Et après, on fait quoi ?

Et me revoilà, encore à une nouvelle étape de ma trépidante vie. Après trois ans d’études, des stages à la pelle, des boulots, des courts, des longs, des palpitants, des (très) décevants… Après un AVC et son lot d’emmerdes… Après des découvertes humaines riches et des surprises plus ou moins bonnes… J’ai quitté mon travail début 2016 pour en enchaîner un nouveau, promesse de beaux challenges et puis…

Savoir se poser pour profiter de la vie.


Il faut savoir dire stop.

Et puis au bout de deux mois, à cause d’un job qui, au final, n’était finalement pas le bon pour X raisons (et pas pour ce que « les gens » pensent savoir sur cette expérience, je ne raconte pas forcément les choses dans leur intégralité… A bon entendeur…) et par ricochet, d’une santé qui se délite en mode mikado quand on a l’habitude de tenir sur les nerfs – un truc s’écroule et tout le reste est à l’avenant, j’ai dit stop. On arrête. Terminus, tout le monde descend.

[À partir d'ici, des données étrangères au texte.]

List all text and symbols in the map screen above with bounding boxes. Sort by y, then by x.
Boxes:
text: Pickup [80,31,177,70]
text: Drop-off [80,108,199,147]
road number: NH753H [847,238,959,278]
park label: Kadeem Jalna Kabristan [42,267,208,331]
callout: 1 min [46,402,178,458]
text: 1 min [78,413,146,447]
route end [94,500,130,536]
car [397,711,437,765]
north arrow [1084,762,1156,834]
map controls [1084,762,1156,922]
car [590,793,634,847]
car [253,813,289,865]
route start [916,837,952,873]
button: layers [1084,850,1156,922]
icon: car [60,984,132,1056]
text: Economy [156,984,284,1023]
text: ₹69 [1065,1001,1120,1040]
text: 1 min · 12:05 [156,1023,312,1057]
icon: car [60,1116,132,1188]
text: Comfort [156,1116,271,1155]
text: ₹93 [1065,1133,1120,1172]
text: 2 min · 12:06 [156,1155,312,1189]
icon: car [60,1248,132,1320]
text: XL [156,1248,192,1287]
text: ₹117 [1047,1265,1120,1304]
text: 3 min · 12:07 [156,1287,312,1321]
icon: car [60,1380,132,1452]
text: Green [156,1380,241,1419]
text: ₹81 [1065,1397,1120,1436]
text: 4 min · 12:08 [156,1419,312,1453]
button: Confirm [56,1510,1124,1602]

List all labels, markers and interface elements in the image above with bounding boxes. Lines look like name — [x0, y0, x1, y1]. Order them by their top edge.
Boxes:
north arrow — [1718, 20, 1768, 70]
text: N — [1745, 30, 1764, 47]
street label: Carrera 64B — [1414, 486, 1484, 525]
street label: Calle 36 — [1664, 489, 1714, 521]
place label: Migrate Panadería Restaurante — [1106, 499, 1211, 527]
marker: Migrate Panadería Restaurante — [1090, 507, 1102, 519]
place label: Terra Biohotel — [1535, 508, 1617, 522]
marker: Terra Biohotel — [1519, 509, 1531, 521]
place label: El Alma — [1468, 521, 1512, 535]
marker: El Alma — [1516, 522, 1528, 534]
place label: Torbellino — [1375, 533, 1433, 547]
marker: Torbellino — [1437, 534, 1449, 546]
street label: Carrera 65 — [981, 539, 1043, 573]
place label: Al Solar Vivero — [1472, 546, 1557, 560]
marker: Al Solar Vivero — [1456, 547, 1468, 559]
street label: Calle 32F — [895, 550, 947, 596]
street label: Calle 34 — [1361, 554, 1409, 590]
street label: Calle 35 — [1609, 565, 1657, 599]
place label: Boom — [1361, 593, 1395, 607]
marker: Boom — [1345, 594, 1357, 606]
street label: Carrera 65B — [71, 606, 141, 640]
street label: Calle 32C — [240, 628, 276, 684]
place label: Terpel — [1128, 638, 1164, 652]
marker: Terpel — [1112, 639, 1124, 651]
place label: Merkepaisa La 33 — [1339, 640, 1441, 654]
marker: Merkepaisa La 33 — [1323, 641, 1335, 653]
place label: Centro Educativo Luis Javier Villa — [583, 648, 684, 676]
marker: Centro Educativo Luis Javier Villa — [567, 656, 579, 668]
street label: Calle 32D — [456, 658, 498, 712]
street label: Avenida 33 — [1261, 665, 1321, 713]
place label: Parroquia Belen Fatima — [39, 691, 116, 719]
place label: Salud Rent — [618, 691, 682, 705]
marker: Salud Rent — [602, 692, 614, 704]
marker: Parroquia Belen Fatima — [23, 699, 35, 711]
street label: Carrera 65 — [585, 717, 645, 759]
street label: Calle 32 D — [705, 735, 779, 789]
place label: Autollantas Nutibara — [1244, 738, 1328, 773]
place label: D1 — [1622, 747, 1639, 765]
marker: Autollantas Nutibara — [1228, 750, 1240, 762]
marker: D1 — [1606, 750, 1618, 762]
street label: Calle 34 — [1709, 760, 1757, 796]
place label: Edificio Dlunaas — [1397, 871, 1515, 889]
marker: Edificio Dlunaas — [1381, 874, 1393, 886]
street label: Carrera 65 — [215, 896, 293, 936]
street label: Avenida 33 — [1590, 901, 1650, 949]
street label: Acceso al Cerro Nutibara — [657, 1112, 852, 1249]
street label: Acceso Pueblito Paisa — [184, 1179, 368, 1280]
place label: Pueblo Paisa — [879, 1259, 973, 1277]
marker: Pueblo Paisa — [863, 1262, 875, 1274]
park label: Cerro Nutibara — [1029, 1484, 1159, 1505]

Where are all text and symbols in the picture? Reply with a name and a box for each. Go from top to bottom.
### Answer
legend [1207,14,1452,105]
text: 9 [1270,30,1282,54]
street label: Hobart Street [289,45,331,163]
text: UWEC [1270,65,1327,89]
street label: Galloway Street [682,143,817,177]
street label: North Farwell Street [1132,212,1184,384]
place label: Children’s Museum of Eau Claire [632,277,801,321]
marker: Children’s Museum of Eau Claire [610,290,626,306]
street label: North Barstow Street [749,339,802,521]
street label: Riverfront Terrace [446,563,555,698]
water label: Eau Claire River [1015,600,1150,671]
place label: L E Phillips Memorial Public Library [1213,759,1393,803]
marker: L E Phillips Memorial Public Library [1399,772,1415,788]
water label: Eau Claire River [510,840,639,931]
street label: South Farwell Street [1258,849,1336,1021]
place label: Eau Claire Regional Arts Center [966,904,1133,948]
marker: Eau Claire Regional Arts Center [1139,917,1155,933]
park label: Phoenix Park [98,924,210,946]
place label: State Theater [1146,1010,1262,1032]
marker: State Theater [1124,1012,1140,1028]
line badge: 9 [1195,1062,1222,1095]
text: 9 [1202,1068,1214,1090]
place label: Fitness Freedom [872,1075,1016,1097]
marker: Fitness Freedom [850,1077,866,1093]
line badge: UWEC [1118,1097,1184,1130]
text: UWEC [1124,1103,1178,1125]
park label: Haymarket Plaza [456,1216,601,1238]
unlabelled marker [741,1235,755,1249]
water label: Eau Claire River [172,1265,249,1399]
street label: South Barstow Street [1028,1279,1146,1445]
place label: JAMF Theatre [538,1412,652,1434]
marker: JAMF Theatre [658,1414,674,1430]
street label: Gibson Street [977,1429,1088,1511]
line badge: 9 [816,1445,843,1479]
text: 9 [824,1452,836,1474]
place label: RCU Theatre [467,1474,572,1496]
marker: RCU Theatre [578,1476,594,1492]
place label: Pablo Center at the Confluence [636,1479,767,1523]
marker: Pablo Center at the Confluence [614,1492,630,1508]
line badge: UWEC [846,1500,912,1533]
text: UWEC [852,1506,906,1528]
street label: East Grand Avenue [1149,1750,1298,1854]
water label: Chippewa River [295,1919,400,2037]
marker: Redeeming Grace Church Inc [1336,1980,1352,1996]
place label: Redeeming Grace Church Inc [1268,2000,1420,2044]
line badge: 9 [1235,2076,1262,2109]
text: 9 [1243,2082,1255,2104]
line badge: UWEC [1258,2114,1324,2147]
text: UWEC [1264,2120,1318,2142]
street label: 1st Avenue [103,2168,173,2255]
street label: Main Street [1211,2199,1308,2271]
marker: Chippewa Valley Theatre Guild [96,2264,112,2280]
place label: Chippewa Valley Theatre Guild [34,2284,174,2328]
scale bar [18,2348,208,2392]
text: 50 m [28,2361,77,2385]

Je suis donc « en pause », en court congé sabbatique de quelques mois, le temps de me refaire une santé, un Mars et ça repart. J’ai fait ce que j’aurais dû faire il y a quelques temps déjà : je me suis écoutée. Quand un corps s’exprime de plus en plus fort, que le dos vous fait souffrir, que les nerfs lâchent, alors que vous comptez dessus quotidiennement, c’est le moment de se poser deux secondes.

Pendant trois mois environ, je vais donc m’occuper de ma petite personne. Ce sera le moment de faire le check-up des 200 000 kilomètres, histoire de confirmer que tout ne va pas si mal en fait. Les rendez-vous sont déjà pris, il n’y a plus qu’à comme on dit.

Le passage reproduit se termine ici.